3OC doesn't seem to grasp this. They seem so aimless nowadays...
>
> >there seemed to be so much squabbling about the
> royalties we should try to write a song all together. Make a completely
> democratic tune, improve morale, share the wealth, ya know, bond
> artisticly
>
> Hmm... care to elaborate? Sounds like things weren't happy on the
> good ship BOC around this time. Were you all trying to get more of
I think EB was desperate around this time. The others were all
contributing, and EB was stagnant. And I think he rsented Al's
contribution to the band. Oddly, he seemed to accept BD as a
dominant force, but not Al. Personal animosity bet. the two?
> your own songs on each record to get more royalties for yourselves
> as individuals? How were these things mediated? I've often wondered
Good point...Does the producer then settle the tiebreakers?

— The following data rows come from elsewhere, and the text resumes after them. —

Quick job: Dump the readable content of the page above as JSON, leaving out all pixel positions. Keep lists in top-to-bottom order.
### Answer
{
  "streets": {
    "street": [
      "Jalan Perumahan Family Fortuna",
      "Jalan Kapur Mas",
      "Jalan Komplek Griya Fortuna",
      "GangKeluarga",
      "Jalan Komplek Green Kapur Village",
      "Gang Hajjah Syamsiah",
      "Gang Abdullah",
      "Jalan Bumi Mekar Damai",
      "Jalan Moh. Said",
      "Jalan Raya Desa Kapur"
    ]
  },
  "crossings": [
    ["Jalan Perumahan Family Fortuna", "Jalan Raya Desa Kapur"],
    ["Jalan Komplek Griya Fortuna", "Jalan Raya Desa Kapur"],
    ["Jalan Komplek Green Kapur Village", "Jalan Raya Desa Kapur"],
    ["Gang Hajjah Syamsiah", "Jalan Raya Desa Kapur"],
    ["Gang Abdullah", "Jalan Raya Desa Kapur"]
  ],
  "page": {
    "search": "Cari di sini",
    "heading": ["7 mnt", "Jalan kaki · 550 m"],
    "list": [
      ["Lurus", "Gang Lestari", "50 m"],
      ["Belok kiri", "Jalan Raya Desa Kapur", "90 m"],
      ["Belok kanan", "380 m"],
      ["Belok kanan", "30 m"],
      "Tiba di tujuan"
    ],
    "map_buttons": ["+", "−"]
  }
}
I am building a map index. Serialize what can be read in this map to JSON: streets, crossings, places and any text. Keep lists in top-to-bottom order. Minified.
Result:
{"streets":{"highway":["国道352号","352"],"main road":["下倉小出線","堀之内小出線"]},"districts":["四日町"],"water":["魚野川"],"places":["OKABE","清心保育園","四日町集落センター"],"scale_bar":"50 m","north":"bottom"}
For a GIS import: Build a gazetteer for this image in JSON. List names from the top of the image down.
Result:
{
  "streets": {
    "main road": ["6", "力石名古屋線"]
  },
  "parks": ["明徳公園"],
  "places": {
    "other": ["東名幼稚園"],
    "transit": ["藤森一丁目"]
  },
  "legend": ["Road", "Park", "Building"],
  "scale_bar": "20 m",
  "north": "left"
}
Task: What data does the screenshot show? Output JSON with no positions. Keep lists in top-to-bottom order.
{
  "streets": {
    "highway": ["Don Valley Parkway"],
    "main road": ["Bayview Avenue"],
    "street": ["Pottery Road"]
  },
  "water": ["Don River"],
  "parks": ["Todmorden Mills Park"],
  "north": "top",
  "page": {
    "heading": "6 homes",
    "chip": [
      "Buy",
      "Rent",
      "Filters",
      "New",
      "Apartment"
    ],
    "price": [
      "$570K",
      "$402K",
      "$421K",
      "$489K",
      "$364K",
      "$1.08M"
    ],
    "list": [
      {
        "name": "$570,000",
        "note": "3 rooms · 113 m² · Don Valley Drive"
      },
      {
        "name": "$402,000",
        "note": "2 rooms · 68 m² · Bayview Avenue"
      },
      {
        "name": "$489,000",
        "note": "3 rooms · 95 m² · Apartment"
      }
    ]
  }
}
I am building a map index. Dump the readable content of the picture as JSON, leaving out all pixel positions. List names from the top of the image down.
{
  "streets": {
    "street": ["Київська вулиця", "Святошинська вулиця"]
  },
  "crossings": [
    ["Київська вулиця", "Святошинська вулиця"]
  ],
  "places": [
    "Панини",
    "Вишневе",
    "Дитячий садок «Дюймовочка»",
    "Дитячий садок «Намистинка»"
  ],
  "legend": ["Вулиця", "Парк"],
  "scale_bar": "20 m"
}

> about Allen's contributions, or rather, lack of them after *Mirrors*.
> Did he just stop writing, or did he just not fight enough to get his
> stuff on the albums? Even after you left, and BOC started struggling
> to come up with songs, Allen didn't seem to contribute much in the
> way of songwriting. There were rumors a year or so ago to the effect
> that "Allen is writing again", although I don't know if he has any
> songwriting contributions to "the Wheel".
>
>
> John
Al, what of the incredible shinking Allen?